The entries below contain a line with "function label(font, color, halo, rows, align" and a line with "[463,2488,534,2513,533,2520,458,2519]". Quote exactly those two lines and all lines between them.

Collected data
/---

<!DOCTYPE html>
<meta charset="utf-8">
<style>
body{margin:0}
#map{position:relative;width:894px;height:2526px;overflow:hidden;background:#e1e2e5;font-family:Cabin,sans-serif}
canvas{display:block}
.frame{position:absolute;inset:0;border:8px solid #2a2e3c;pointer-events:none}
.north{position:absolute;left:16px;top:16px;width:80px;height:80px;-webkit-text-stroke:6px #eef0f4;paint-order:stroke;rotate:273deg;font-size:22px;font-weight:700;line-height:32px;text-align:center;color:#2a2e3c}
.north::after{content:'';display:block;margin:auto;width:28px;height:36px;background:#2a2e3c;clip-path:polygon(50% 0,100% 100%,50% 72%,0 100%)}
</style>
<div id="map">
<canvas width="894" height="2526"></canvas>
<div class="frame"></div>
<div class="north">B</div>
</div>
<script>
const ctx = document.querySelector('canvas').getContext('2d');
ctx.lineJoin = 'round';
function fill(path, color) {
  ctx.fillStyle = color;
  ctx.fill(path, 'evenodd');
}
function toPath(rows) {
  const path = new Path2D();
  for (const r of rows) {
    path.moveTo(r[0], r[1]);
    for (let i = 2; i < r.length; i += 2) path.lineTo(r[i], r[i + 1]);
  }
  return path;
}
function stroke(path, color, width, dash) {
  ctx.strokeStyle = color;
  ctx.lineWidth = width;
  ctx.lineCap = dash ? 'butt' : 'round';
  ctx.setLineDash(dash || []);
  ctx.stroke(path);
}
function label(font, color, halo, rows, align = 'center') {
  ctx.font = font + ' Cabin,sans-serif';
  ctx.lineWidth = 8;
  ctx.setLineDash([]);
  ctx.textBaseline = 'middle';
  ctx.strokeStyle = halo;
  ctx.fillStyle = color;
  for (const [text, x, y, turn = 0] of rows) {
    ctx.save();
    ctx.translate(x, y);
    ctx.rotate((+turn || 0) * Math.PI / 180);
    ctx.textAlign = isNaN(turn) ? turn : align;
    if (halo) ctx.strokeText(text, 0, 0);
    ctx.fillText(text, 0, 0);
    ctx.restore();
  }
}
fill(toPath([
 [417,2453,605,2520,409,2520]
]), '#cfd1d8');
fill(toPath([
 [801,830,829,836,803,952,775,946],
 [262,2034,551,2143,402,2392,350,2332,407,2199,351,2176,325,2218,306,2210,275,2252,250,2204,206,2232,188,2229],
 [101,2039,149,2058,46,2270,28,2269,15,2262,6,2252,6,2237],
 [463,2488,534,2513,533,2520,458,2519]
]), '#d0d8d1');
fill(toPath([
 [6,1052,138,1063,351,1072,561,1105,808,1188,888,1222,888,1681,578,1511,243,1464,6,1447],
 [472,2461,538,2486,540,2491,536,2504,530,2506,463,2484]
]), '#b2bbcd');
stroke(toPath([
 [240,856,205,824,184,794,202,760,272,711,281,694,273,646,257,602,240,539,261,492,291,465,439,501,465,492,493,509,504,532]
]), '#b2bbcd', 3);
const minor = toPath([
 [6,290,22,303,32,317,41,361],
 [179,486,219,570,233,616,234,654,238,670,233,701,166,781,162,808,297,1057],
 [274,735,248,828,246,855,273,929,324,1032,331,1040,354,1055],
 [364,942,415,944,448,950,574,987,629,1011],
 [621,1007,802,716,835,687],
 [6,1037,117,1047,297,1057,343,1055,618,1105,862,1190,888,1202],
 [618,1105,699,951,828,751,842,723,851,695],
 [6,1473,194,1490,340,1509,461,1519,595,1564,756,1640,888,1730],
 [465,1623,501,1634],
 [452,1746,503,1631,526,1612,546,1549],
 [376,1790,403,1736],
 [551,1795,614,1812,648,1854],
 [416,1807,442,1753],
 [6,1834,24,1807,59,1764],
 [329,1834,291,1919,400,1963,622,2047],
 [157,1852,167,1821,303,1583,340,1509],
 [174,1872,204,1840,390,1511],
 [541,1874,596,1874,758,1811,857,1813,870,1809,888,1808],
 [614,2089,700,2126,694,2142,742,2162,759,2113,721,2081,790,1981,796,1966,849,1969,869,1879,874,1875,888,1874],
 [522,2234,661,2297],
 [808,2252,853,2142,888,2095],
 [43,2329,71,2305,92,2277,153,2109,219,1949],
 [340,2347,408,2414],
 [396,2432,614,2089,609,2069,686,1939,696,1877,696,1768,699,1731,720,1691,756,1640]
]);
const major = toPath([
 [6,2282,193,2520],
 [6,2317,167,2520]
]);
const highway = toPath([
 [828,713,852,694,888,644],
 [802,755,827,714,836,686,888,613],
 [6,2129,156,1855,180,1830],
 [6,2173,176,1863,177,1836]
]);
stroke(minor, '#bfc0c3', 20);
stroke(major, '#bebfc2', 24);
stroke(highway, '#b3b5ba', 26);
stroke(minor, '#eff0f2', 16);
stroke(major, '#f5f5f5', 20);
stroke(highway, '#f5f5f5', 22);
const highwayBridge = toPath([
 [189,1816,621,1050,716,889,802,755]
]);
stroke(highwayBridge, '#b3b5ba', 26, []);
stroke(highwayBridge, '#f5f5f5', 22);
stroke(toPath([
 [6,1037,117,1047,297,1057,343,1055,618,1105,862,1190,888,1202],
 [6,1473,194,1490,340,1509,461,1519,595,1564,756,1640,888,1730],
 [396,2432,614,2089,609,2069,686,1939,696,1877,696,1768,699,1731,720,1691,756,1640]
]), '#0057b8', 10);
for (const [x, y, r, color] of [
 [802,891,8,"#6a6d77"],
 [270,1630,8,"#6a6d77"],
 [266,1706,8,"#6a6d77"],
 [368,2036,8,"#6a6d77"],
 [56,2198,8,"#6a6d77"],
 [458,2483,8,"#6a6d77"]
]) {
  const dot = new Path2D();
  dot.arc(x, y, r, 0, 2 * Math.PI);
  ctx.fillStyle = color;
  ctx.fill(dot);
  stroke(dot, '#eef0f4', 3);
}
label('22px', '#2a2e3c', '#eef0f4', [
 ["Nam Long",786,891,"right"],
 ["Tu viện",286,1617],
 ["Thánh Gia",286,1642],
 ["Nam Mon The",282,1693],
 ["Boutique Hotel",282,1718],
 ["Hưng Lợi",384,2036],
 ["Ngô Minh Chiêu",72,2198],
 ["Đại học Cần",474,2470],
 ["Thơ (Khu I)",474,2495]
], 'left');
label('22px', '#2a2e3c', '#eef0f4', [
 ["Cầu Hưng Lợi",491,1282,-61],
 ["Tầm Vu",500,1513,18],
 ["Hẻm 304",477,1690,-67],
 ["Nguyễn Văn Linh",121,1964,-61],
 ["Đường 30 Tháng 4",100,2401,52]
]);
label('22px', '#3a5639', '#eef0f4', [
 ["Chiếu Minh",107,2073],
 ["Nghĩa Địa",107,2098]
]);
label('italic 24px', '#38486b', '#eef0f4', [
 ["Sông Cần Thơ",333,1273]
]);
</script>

\---
/---

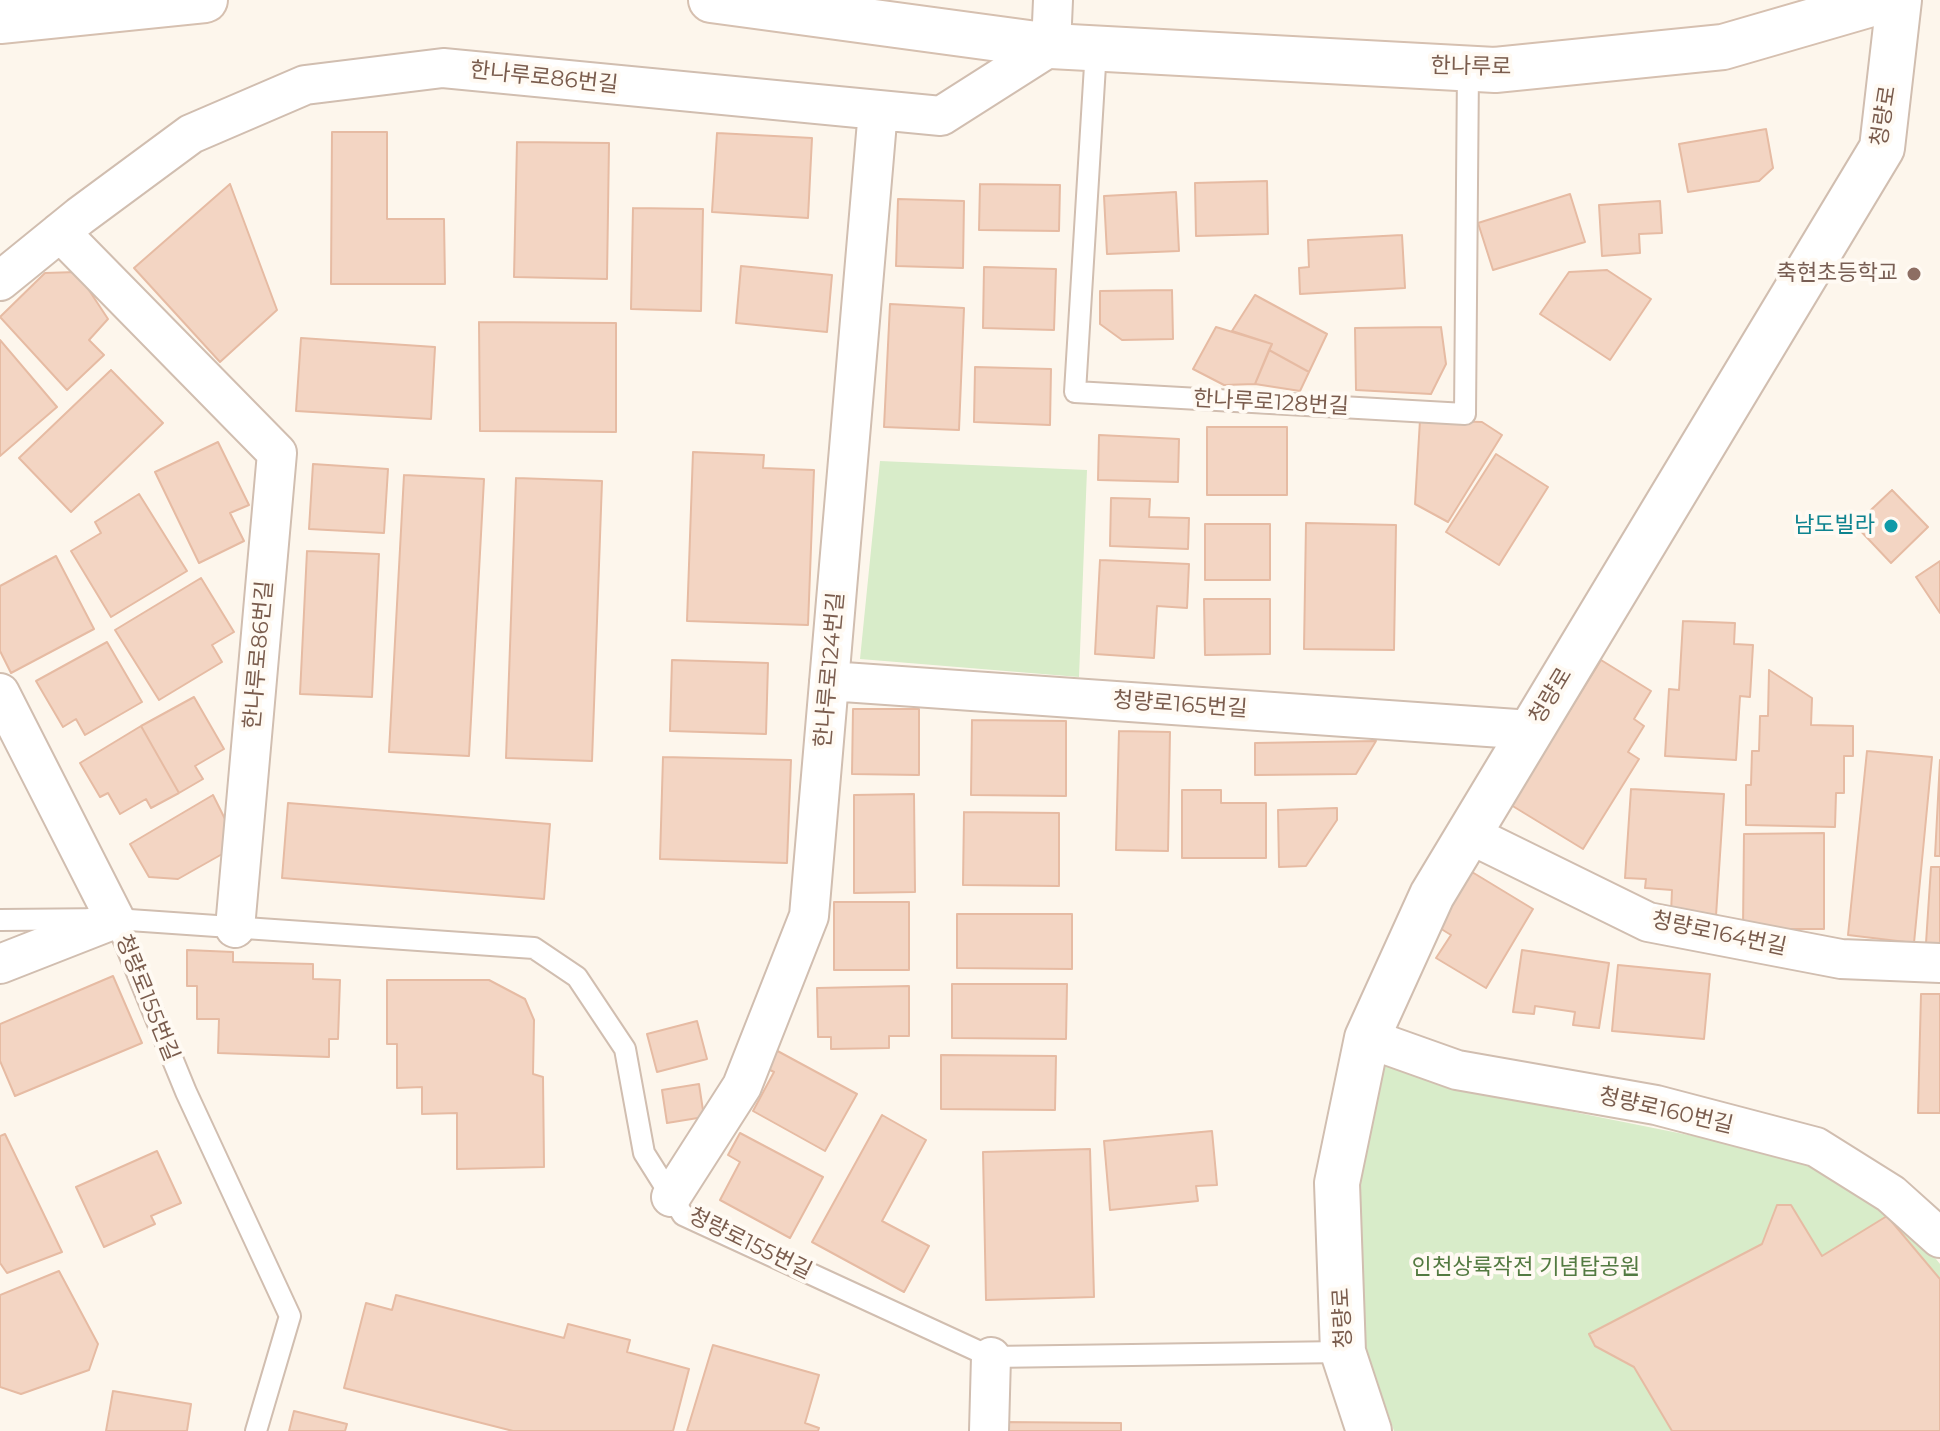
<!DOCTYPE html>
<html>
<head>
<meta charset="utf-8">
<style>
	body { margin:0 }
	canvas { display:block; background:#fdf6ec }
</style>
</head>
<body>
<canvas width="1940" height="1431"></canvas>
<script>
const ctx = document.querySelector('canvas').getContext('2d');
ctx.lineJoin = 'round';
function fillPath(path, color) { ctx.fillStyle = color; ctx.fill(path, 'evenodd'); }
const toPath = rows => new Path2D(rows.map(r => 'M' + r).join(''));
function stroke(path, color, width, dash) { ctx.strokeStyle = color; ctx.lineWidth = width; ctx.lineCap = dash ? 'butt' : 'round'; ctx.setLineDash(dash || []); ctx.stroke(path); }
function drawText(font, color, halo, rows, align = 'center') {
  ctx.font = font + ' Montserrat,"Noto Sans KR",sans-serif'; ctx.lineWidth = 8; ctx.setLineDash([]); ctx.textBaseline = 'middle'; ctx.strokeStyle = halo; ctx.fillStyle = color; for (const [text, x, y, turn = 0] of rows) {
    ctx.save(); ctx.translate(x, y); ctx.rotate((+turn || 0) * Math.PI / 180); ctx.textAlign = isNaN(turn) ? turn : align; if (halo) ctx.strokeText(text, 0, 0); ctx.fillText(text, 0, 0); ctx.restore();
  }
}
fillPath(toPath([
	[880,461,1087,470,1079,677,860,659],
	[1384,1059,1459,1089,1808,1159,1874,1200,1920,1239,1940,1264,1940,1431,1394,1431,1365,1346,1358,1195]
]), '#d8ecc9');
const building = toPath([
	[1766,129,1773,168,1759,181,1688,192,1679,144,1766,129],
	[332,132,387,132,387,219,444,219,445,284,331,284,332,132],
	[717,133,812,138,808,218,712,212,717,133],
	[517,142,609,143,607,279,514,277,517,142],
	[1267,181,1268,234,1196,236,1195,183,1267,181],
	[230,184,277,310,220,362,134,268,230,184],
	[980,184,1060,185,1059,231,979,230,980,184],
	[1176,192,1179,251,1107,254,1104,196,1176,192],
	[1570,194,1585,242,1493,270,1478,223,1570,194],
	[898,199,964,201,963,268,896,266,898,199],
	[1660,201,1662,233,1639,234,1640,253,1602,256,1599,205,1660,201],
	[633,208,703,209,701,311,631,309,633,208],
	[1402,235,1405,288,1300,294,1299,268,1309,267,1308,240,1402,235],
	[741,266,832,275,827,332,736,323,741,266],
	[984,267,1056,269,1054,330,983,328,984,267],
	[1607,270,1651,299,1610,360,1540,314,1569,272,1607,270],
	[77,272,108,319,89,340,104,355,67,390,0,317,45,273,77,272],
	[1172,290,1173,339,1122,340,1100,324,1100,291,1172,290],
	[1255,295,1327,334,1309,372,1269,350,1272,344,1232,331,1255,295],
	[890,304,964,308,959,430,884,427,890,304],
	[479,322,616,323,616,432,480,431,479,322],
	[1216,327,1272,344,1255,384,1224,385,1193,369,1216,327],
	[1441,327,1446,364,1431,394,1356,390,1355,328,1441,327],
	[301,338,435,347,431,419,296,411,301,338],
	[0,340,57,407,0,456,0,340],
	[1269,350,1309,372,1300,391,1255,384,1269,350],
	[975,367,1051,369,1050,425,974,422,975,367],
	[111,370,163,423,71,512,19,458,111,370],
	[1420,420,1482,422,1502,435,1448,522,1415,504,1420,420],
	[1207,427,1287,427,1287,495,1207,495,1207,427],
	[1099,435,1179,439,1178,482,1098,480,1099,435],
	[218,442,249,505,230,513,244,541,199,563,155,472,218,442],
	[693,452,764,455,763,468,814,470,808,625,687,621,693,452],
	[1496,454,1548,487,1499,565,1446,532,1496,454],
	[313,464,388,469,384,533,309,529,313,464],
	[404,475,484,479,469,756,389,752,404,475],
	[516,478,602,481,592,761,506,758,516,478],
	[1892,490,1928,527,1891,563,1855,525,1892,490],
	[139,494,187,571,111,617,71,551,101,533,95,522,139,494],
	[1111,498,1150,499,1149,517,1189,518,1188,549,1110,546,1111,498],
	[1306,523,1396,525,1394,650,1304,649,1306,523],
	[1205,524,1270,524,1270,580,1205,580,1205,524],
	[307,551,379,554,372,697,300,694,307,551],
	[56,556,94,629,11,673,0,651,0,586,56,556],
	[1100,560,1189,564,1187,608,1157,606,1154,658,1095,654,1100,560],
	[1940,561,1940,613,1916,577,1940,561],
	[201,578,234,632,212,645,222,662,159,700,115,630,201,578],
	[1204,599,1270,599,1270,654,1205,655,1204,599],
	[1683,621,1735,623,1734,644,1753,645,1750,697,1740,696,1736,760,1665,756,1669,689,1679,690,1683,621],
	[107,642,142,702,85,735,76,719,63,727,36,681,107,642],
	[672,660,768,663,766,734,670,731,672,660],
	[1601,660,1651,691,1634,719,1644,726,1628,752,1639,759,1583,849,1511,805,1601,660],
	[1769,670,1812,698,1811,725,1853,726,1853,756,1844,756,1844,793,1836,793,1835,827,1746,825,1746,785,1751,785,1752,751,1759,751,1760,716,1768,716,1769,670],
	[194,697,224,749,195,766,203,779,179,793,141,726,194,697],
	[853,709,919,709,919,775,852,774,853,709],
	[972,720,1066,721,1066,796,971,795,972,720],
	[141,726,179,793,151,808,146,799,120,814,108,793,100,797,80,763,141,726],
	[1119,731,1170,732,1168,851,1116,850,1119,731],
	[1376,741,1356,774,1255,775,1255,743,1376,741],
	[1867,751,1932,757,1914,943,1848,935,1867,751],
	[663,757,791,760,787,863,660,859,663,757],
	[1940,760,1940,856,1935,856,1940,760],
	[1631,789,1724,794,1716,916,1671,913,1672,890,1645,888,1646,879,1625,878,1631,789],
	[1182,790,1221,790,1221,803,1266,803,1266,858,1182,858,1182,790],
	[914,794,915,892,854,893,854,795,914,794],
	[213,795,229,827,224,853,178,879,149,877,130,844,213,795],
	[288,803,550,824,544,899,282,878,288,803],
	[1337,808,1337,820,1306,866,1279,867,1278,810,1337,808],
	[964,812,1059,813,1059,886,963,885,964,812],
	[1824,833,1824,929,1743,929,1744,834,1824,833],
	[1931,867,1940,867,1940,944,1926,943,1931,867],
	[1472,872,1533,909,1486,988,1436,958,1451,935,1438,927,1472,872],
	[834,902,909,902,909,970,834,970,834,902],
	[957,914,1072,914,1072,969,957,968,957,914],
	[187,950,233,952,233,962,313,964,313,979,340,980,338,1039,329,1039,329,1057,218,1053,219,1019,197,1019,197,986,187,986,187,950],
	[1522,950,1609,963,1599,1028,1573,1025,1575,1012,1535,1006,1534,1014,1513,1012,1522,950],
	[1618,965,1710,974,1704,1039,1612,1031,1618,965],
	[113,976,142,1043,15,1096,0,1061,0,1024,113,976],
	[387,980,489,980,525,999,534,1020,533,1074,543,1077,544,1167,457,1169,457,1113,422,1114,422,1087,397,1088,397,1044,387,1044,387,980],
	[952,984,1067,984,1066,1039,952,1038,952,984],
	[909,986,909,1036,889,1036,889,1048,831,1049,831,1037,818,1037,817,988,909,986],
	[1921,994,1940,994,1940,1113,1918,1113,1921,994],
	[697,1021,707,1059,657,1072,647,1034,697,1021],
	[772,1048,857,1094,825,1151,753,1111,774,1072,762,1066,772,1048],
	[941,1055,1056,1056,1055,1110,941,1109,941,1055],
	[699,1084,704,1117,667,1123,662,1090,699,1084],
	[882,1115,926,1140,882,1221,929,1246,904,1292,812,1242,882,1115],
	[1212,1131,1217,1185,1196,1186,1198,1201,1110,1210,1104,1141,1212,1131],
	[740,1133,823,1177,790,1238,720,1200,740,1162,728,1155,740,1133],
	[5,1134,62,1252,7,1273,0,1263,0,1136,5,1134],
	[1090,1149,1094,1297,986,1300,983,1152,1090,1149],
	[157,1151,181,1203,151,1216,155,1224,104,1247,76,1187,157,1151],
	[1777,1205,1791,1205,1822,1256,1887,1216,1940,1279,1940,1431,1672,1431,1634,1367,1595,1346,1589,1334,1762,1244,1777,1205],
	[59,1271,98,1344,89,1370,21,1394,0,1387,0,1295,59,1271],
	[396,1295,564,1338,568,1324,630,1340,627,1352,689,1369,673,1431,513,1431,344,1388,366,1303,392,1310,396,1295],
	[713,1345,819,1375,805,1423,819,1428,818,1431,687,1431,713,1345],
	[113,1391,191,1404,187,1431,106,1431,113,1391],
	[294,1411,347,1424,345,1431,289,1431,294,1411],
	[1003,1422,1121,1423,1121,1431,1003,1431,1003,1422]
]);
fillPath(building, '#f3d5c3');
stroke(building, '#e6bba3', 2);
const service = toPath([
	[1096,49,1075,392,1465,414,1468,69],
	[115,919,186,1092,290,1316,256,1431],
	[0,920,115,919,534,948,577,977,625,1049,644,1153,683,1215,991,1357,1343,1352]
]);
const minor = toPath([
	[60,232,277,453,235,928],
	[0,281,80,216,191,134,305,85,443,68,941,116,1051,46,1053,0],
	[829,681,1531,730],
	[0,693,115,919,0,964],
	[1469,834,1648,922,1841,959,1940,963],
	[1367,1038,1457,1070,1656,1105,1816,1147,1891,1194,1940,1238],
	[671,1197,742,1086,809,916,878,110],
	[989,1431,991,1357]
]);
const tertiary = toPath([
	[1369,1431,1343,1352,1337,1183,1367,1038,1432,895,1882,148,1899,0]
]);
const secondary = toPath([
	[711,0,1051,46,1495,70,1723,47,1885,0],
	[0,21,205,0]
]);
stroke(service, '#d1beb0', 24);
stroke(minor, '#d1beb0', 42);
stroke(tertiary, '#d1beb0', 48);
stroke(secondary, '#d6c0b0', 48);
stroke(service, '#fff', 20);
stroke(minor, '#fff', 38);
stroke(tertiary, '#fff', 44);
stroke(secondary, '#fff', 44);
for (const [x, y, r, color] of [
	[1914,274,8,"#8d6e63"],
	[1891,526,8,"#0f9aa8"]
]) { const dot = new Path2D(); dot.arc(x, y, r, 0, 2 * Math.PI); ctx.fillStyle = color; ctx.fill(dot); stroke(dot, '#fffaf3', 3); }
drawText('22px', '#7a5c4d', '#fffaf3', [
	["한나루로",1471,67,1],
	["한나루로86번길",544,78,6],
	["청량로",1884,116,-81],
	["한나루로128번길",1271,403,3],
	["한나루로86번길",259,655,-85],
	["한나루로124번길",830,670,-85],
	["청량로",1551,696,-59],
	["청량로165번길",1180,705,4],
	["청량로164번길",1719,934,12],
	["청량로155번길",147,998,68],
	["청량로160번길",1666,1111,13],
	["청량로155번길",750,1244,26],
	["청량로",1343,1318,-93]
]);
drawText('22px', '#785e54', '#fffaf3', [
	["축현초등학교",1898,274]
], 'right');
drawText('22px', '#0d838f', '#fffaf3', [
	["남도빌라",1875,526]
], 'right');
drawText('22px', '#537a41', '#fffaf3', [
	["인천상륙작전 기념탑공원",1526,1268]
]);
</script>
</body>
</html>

\---

- [RESULT]
function label(font, color, halo, rows, align = 'center') {
  ctx.font = font + ' Cabin,sans-serif';
  ctx.lineWidth = 8;
  ctx.setLineDash([]);
  ctx.textBaseline = 'middle';
  ctx.strokeStyle = halo;
  ctx.fillStyle = color;
  for (const [text, x, y, turn = 0] of rows) {
    ctx.save();
    ctx.translate(x, y);
    ctx.rotate((+turn || 0) * Math.PI / 180);
    ctx.textAlign = isNaN(turn) ? turn : align;
    if (halo) ctx.strokeText(text, 0, 0);
    ctx.fillText(text, 0, 0);
    ctx.restore();
  }
}
fill(toPath([
 [417,2453,605,2520,409,2520]
]), '#cfd1d8');
fill(toPath([
 [801,830,829,836,803,952,775,946],
 [262,2034,551,2143,402,2392,350,2332,407,2199,351,2176,325,2218,306,2210,275,2252,250,2204,206,2232,188,2229],
 [101,2039,149,2058,46,2270,28,2269,15,2262,6,2252,6,2237],
 [463,2488,534,2513,533,2520,458,2519]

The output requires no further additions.